Ken je klant: onderbuikgevoel en data #datad14

9 oktober 2014, 11:30

Ben je een marketeer, dan ben je zeer waarschijnlijk (uitzonderingen daargelaten) aan een baan gekomen op basis van je kennis en ervaring. Het ‘gevoel’ voor marketing dat hierdoor ontstaat, gebruik je bij het nemen van besluiten in je projecten. Maar vind je dat je genoeg kunt vertrouwen op je eigen fingerspitzen- en onderbuikgevoel alleen? Aan de TU Delft is een simulatiemodel ontwikkeld dat uitgaat van dat onderbuikgevoel en kan helpen bij het maken van besluiten. Maar wat nou als zo’n model berekent dat je minstens zes vernieuwingen op je product moet doen, voordat de klanttevredenheid fiks omhoog gaat, durf je dan te investeren?

Assistent-professor aan de TU Delft Maarten van der Sanden stelt dat in de discussie rond big data en het gebruik ervan juist de marketingprofessional centraal moet staan.
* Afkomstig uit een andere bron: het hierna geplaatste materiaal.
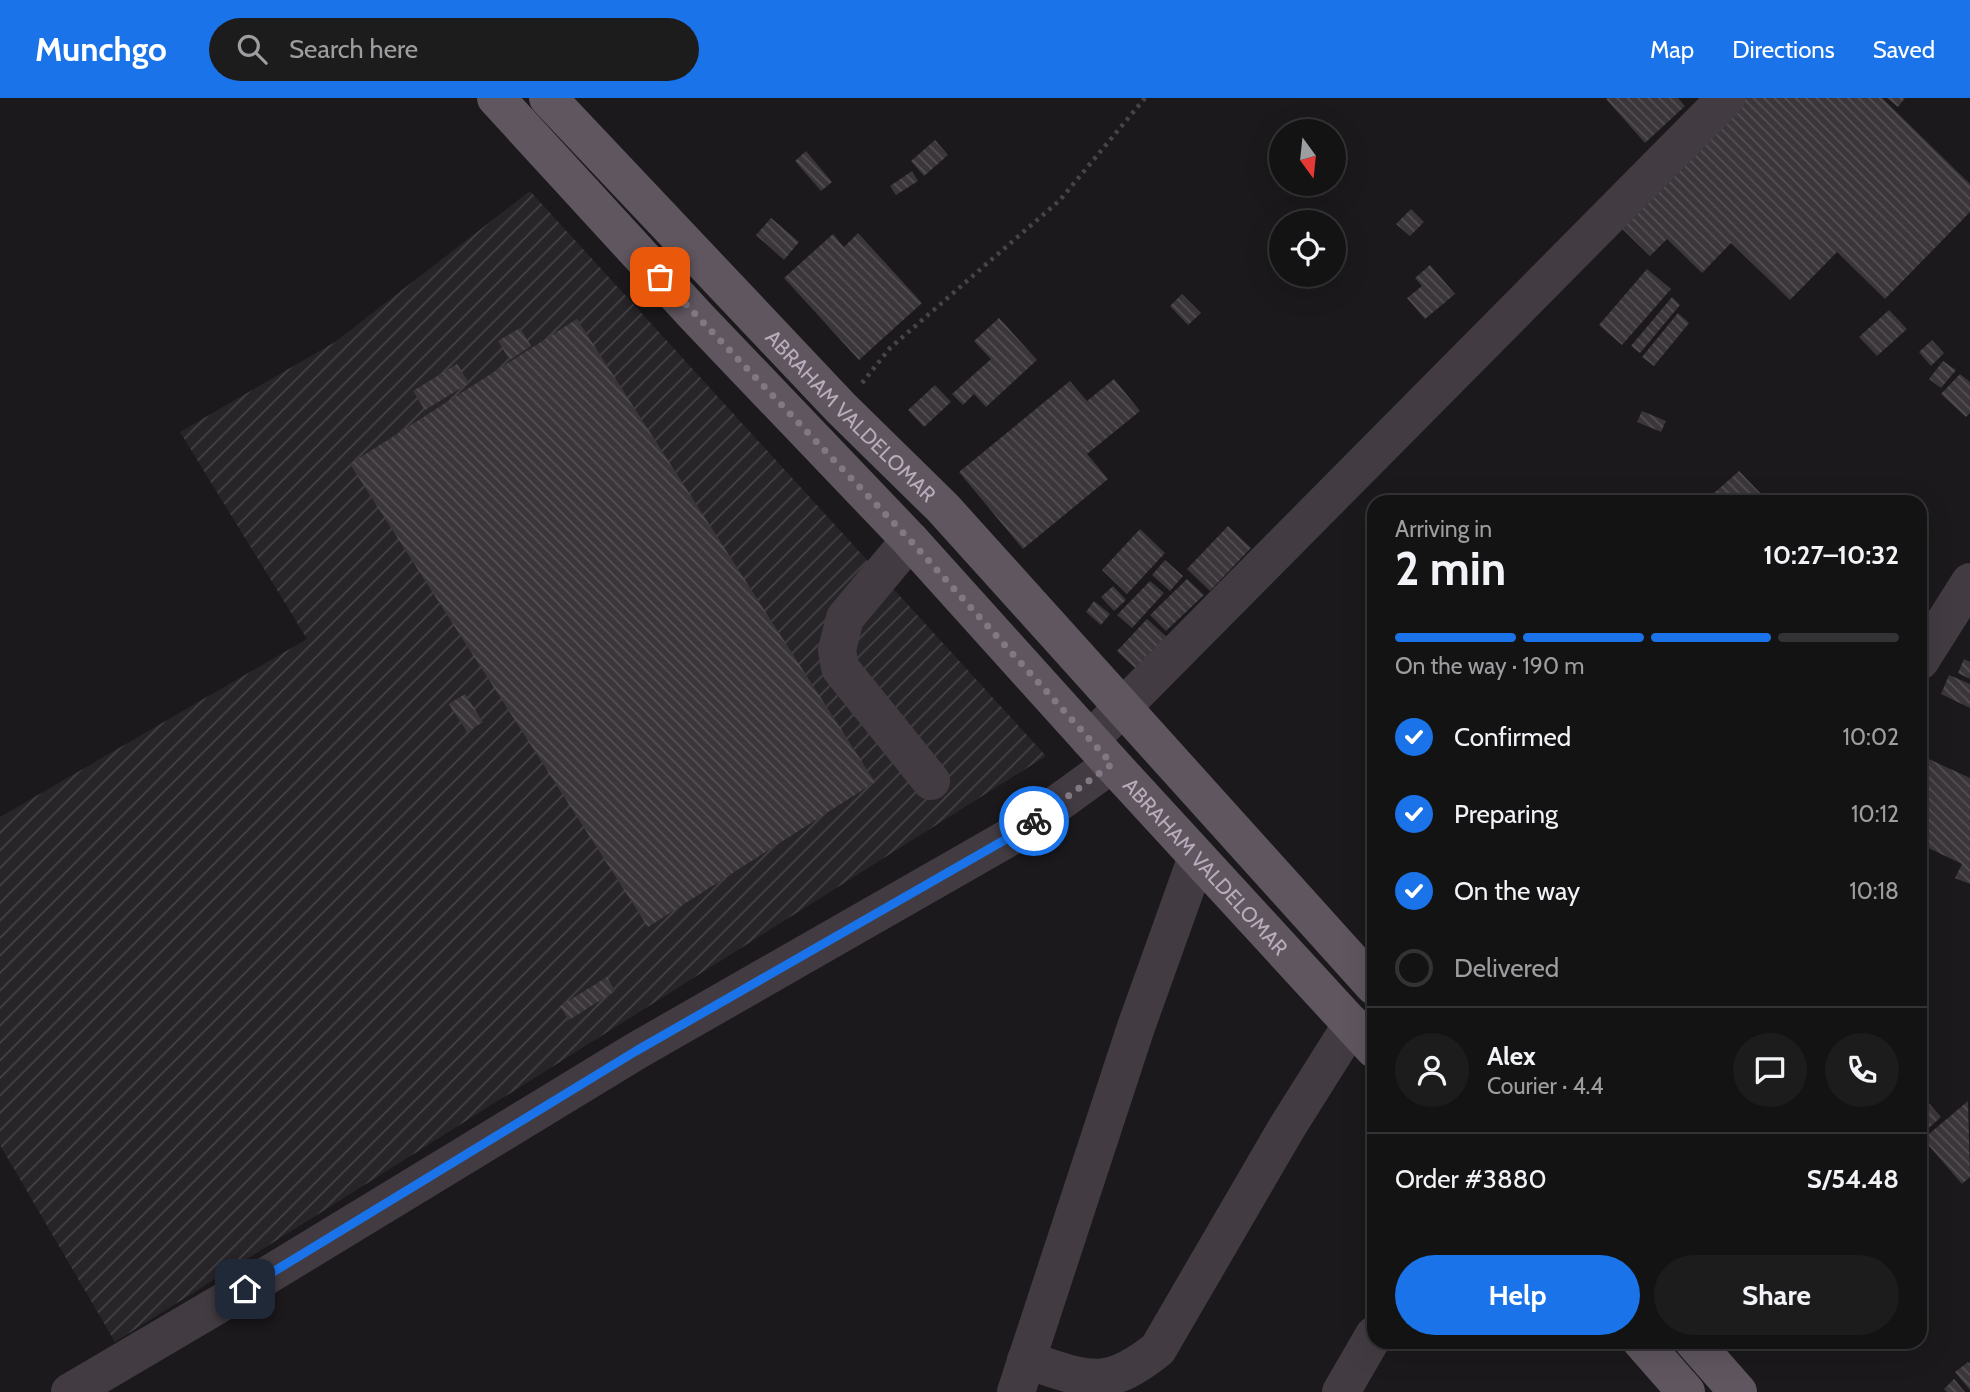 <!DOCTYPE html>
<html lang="en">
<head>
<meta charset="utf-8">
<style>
	:root { --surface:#141314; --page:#1d1c1d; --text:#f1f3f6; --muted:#9d9ea0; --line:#333234; --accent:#1a73e8 }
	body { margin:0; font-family:Cabin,sans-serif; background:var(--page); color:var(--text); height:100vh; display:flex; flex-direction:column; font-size:26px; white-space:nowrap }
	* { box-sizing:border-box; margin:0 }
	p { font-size:23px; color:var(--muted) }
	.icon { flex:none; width:38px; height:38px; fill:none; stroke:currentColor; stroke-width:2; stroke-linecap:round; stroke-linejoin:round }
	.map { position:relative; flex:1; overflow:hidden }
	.side { position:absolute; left:1367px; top:397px; width:560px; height:854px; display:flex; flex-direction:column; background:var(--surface); border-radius:21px; box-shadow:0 7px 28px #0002,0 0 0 2px var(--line) }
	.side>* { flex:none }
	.needle { width:46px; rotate:165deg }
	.tools { position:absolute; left:1269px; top:21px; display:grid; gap:14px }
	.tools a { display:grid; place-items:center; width:77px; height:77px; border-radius:50%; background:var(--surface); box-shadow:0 7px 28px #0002,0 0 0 2px var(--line); font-size:35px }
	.pin { position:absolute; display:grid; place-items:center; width:60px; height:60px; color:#fff; margin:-30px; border-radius:14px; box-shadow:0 4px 10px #0006 }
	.courier { position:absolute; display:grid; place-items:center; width:70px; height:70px; margin:-35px; border:5px solid #1a73e8; border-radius:50%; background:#fff; color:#222; box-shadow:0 2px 9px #0007 }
	.overview em { font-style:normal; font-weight:700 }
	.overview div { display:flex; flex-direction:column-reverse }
	.overview { display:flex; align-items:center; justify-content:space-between; height:119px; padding:0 28px }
	h1 { font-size:46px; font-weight:700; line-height:52px }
	.bar { display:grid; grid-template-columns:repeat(4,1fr); gap:10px 7px; align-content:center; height:84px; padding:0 28px }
	.bar i { height:9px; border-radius:5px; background:var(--line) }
	.bar .selected { background:var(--accent) }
	.bar p { grid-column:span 4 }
	.line { display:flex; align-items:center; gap:18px; padding:0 28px; border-top:2px solid var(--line) }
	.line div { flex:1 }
	.round { display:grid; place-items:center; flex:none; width:74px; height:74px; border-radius:37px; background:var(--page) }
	ol { padding:0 28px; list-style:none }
	li { display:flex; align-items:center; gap:21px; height:77px }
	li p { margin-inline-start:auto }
	li .icon { padding:7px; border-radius:50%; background:var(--accent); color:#fff; stroke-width:4 }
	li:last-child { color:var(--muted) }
	li i { width:38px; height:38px; border:4px solid var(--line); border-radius:50% }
	.button { display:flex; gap:14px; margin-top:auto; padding:14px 28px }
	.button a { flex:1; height:80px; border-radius:42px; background:var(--accent); color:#fff; font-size:28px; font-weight:700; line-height:80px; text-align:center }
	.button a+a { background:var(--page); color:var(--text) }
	header { display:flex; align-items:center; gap:42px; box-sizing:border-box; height:98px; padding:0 35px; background:var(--accent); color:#fff }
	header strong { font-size:33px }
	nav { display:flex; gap:38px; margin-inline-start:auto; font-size:24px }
	.search { width:490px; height:63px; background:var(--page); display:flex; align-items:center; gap:18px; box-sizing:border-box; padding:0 24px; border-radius:38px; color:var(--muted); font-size:26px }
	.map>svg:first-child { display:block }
</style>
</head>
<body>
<header>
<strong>Munchgo</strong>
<div class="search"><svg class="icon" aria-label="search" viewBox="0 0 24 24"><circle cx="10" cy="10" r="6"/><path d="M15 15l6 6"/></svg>Search here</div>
<nav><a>Map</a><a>Directions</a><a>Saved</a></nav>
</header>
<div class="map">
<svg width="1970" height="1294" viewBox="0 0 1970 1294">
	<defs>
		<pattern id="industrial-furrows" width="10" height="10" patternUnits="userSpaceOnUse" patternTransform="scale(1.75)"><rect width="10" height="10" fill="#282528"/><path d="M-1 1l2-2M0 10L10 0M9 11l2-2" fill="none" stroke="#454245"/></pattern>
		<pattern id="building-back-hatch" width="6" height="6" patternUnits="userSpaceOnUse" patternTransform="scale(1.75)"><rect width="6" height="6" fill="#3a363a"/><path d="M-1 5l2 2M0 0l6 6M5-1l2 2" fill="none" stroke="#545055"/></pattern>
	</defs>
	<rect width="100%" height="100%" fill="#1b191b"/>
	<polygon fill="url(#industrial-furrows)" points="530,93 1046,658 115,1244 0,1047 0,719 307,541 180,334 335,244"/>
	<g fill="url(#building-back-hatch)">
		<polygon points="1608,0 1678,0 1685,8 1645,45 1606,1"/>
		<polygon points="1736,0 1882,0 1970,86 1970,114 1885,201 1837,154 1790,202 1731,145 1702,175 1667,141 1650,158 1615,124"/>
		<polygon points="1887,0 1905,0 1898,9"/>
		<polygon points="935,42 948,57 924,78 911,63"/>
		<polygon points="806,53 832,84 821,93 795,63"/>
		<polygon points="912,73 918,83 896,97 890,88"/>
		<polygon points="1411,111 1424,124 1410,138 1396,126"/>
		<polygon points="771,120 799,144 784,162 756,137"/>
		<polygon points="858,135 922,205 859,262 784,180 833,136 844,149"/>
		<polygon points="1430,167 1455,196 1425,221 1407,200 1422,188 1415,180"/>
		<polygon points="1647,171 1671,191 1622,247 1599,227"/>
		<polygon points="1182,196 1201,215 1188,227 1170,208"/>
		<polygon points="1672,199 1680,207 1640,255 1631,248"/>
		<polygon points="1889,212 1907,231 1877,258 1859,239"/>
		<polygon points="1678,215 1689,225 1654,268 1642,259"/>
		<polygon points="999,220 1037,262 986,309 974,296 963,307 952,296 991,261 974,243"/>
		<polygon points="577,221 875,684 648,829 350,366"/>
		<polygon points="520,230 531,248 510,262 498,243"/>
		<polygon points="1932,242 1944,255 1931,268 1919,254"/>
		<polygon points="1943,263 1956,272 1941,290 1929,281"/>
		<polygon points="457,266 469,285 425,312 413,293"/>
		<polygon points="1960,276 1970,284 1970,315 1966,319 1941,296"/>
		<polygon points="1114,281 1140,313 1087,356 1108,381 1023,451 959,374 1070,283 1087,303"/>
		<polygon points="935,287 951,304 924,329 908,312"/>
		<polygon points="1642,313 1666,323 1661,334 1637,324"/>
		<polygon points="1739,373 1765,400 1761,404 1704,404"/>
		<polygon points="1228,428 1251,450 1210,493 1187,471"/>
		<polygon points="1140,431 1165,455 1127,496 1102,472"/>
		<polygon points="1165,462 1183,478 1170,493 1152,477"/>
		<polygon points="1187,481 1204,497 1166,533 1150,517"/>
		<polygon points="1150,483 1164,495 1132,530 1117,517"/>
		<polygon points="1113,488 1126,502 1114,513 1101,499"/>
		<polygon points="1094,503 1110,516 1101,527 1086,514"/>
		<polygon points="1147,521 1169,541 1138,573 1117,553"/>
		<polygon points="1964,561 1970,564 1970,581 1958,575"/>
		<polygon points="1949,577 1970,586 1970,610 1941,596"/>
		<polygon points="465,596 483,624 467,634 449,606"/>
		<polygon points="1920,657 1970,680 1970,786 1955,780 1962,766 1920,746"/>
		<polygon points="607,879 615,893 569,922 560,908"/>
		<polygon points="1920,995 1941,1019 1920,1038"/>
		<polygon points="1968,1003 1970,1079 1962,1086 1923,1041"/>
		<polygon points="1968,1264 1970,1266 1970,1292 1955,1274"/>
		<polygon points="1954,1281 1965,1294 1947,1294 1944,1291"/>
	</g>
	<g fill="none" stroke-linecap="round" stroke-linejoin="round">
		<polyline stroke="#484249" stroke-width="4.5" stroke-dasharray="3.5 5" stroke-linecap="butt" points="862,285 890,250 1060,102 1145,0"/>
		<g stroke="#423c42" stroke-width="38">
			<polyline points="910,442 845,520 837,552 840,570 931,683"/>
			<polyline points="1920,563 1970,484"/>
			<polyline points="1090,642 1726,0"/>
			<path d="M 1026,1262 C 1086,1281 1105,1294 1158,1251 L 1286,1031 L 1352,926"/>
			<polyline points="70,1294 245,1191 636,953 1017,735 1112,666"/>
			<polyline points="1016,1294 1136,929 1197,759"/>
			<polyline points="1341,1294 1374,1237"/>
		</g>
		<g stroke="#5f565f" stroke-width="38">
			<path id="s1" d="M 496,0 L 696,218 L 910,442 L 1112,666 L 1374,951"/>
			<path id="s2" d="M 548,0 L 841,310 L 943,410 L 1374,888"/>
			<polyline points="1642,1244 1686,1294"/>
			<polyline points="1694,1244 1738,1294"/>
		</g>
	</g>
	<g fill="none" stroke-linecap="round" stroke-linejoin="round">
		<polyline stroke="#827883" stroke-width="7" stroke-dasharray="0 12.6" points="660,179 910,442 1112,666 1034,723"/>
		<polyline stroke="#1a73e8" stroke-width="9" points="245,1191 636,953 1017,735 1034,723"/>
	</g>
	<g text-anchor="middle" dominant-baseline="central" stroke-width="5" stroke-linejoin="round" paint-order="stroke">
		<g font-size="21" fill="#b9abbb" stroke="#161416">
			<text stroke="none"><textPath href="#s2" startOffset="439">ABRAHAM VALDELOMAR</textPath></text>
			<text stroke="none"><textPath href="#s1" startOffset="1046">ABRAHAM VALDELOMAR</textPath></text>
		</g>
	</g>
</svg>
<div class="tools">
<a><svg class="needle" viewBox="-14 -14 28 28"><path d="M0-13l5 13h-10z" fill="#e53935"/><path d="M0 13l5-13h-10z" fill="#9d9ea0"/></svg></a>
<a><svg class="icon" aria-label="locate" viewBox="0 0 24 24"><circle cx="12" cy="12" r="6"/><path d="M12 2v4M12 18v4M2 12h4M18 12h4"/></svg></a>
</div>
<div class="pin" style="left:660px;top:179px;background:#ea580c"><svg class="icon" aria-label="bag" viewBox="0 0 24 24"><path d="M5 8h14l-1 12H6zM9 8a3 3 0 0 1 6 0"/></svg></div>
<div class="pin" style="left:245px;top:1191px;background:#1f2937"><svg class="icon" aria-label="home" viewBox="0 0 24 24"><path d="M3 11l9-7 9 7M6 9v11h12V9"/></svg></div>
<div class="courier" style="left:1034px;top:723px"><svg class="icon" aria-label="bike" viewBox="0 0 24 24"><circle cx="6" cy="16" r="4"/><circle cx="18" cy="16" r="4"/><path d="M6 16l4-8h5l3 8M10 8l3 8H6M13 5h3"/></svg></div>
<section class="side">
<div class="overview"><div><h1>2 min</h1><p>Arriving in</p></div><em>10:27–10:32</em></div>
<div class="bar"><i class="selected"></i><i class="selected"></i><i class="selected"></i><i></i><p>On the way · 190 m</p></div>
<ol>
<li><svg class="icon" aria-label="check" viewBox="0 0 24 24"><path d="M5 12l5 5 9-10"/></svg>Confirmed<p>10:02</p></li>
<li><svg class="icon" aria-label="check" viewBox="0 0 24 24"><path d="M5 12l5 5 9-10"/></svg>Preparing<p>10:12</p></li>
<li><svg class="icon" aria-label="check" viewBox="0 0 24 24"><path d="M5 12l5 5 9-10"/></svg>On the way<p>10:18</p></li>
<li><i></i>Delivered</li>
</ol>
<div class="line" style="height:126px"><a class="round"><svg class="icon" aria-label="person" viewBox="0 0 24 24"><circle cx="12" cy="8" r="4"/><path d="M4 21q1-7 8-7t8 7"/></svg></a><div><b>Alex</b><p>Courier · 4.4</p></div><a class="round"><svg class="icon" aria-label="chat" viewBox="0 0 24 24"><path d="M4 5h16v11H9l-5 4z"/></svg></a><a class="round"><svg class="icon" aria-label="phone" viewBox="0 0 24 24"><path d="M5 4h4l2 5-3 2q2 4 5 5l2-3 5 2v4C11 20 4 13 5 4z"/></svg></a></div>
<div class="line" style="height:91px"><div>Order #3880</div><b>S/54.48</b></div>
<div class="button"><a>Help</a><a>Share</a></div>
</section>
</div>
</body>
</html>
De ervaring, creativiteit en intuïtie van de marketeer moeten bewuster naar de oppervlakte van zijn praktijk komen. Daarom ontwikkelde hij een decision support-model waarin onderbuikgevoel en data samenkomen.

Het model simuleert hoe de tevredenheid van klanten zich ontwikkelt bij verschillende marketinginspanningen. Zo’n model vergt input van bijvoorbeeld marktonderzoek of verkoopinformatie. Zijn marketeers wel bereid tijd en geld te spenderen om de juiste gegevens in het simulatiemodel te krijgen? En helpt het hen om een besluit te nemen als kunstmatige intelligentie op basis van feiten een onvermoede oplossingsrichting aangeeft?

Maarten van der Sanden spreekt over het decision support-model in zijn keynote tijdens Data & Dialoog in de Praktijk op 18 november. In dit interview licht hij de eerste vragen die opkomen alvast toe.

Marketeers werken nu vaak op hun ‘onderbuikgevoel’ en de aannames en scenario’s zullen daar op gebaseerd zijn. Wat is de invloed van een onjuist onderbuikgevoel op het model?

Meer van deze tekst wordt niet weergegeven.